The Edward Said Reader
Page 11
from Beginnings: Intention and Method
PART II
Orientalism and After
4
Orientalism (1978)
No other book of Edward Said’s has enjoyed the attention of Orientalism. Since its publication in the United States in 1978, it has been translated into more than twenty-five languages with still more translations in progress. It has been the subject of countless conferences and impassioned debates. Perhaps more than any work of late twentieth-century criticism, it has transformed the study of literature and culture.
Yet for all of its success, Orientalism initially had difficulty finding a major publisher. Some publishing houses did not consider the book’s idea groundbreaking; still others were unwilling to back a book whose politics were at odds with the mainstream’s view of Palestinians, Arabs, and Israel. Of the few publishers that expressed an early interest in it, the University of California Press offered Said a paltry $250 advance for the book. Eventually, however, Pantheon, renowned for publishing the works of radical critics like Noam Chomsky and Michel Foucault, sent Orientalism to press in late 1977.
Orientalism’s impact surprised both publishers and even Said himself. For the topic of Orientalism— Europe’s representations of the East—was not totally new; other scholars had addressed the subject before. In 1953 Raymond Schwab wrote Le Renaissance orientale (a fastidiously detailed study of Europe’s nineteenth-century experience of the Orient); a decade later, Anwar Abdel Malek wrote an influential article “Orientalism in Crisis” (a Marxist interpretation of Europe’s representation of the “East”). In 1969 V. G. Kiernan wrote The Lords of the Human Kind (a history of European colonization).1
But Orientalism differed markedly from its predecessors. It brought together the philosophies of Michel Foucault and Antonio Gramsci to challenge the authority of Western knowledge of—and power over—the Orient. It examined an array of nineteenth-century French and British novelists, poets, politicians, philologists, historians, travelers, and imperial administrators: the voyages and travel narratives of nineteenth-century French authors such as Chateaubriand, Lamartine, Nerval, and Flaubert; the Indian journalism of Karl Marx; the writings of the first modern Orientalist Sylvestre de Sacy and of the French nineteenth-century philologist Ernest Renan; the adventure tales of Richard Burton and T. E. Lawrence; the speeches of Alfred Balfour; and the cables of British colonial governors in Egypt like Lord Cromer.
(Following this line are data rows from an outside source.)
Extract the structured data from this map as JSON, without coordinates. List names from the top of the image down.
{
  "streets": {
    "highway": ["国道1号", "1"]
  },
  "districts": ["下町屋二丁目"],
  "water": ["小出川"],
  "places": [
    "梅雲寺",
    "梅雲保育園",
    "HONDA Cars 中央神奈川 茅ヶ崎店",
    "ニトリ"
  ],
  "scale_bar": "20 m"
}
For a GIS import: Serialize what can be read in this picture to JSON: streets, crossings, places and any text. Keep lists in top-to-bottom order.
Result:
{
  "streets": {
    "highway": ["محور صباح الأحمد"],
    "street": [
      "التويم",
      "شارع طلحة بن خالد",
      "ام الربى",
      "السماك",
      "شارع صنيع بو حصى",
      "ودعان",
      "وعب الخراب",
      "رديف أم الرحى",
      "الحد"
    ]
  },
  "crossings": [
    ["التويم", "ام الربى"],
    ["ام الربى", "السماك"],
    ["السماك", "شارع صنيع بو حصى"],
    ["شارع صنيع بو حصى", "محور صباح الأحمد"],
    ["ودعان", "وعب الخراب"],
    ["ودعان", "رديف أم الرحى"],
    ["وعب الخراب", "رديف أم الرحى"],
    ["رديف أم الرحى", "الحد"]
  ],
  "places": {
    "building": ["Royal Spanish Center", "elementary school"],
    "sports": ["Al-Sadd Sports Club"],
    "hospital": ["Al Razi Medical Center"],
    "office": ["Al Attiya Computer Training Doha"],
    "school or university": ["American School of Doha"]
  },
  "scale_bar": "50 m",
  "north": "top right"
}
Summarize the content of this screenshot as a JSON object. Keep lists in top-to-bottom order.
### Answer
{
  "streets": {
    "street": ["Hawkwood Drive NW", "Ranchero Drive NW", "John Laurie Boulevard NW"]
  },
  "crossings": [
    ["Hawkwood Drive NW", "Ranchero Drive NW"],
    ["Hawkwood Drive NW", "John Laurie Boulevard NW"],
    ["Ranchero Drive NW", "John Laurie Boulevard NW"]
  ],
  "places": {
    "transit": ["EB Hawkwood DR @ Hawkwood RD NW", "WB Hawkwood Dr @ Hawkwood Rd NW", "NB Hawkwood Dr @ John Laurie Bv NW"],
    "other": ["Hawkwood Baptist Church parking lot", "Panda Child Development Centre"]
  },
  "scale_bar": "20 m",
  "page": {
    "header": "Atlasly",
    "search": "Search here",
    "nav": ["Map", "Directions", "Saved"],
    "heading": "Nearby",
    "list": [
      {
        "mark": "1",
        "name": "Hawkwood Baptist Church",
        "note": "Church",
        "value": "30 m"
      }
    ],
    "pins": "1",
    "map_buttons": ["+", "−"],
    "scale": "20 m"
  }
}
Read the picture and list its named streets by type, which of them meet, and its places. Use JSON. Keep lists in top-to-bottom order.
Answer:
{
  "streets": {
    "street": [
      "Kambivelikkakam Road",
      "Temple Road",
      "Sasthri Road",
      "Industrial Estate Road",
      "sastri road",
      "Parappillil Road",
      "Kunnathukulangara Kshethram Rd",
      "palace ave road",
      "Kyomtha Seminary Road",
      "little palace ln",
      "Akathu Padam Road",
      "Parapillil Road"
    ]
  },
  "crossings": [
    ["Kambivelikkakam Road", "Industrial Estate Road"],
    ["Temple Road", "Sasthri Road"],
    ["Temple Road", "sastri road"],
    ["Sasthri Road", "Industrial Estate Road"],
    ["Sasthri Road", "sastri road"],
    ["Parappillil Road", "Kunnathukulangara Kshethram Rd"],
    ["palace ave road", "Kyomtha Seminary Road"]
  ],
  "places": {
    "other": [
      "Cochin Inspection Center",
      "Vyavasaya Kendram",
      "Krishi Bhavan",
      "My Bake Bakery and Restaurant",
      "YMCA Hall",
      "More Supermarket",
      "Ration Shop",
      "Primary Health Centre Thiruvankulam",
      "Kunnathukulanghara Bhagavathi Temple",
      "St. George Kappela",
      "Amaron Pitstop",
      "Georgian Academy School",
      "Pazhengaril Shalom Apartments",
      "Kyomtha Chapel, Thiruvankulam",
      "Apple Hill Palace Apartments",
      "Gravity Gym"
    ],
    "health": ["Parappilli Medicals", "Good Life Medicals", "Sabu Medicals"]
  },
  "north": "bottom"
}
Drawing on the work of Michel Foucault, Said viewed this ensemble of writing on the Orient as a discourse. Together the writings of Renan, Flaubert, T. E. Lawrence, and others composed a discipline by which European culture managed and produced the “Orient.” Their writings expressed “a will . . . not only to understand what [was] non-European, but also to control and manipulate what was manifestly different.”2
Yet if Foucault offered Said a means of describing the relationship between knowledge and power over the Orient, Antonio Gramsci’s concept of hegemony provided a way of explaining how the influence of certain ideas about the “Orient” prevailed over others. The extensive influence of a particular idea, Gramsci argued, operated not through the brute application of force in nontotalitarian societies, but by consent—a tacit, unwritten agreement often passed off as conventional wisdom or common sense. Hegemony, Said explained, was how Orientalism could remain an indefatigable cultural and political force in the Western media’s representations of Palestinians, Arabs, and Muslims.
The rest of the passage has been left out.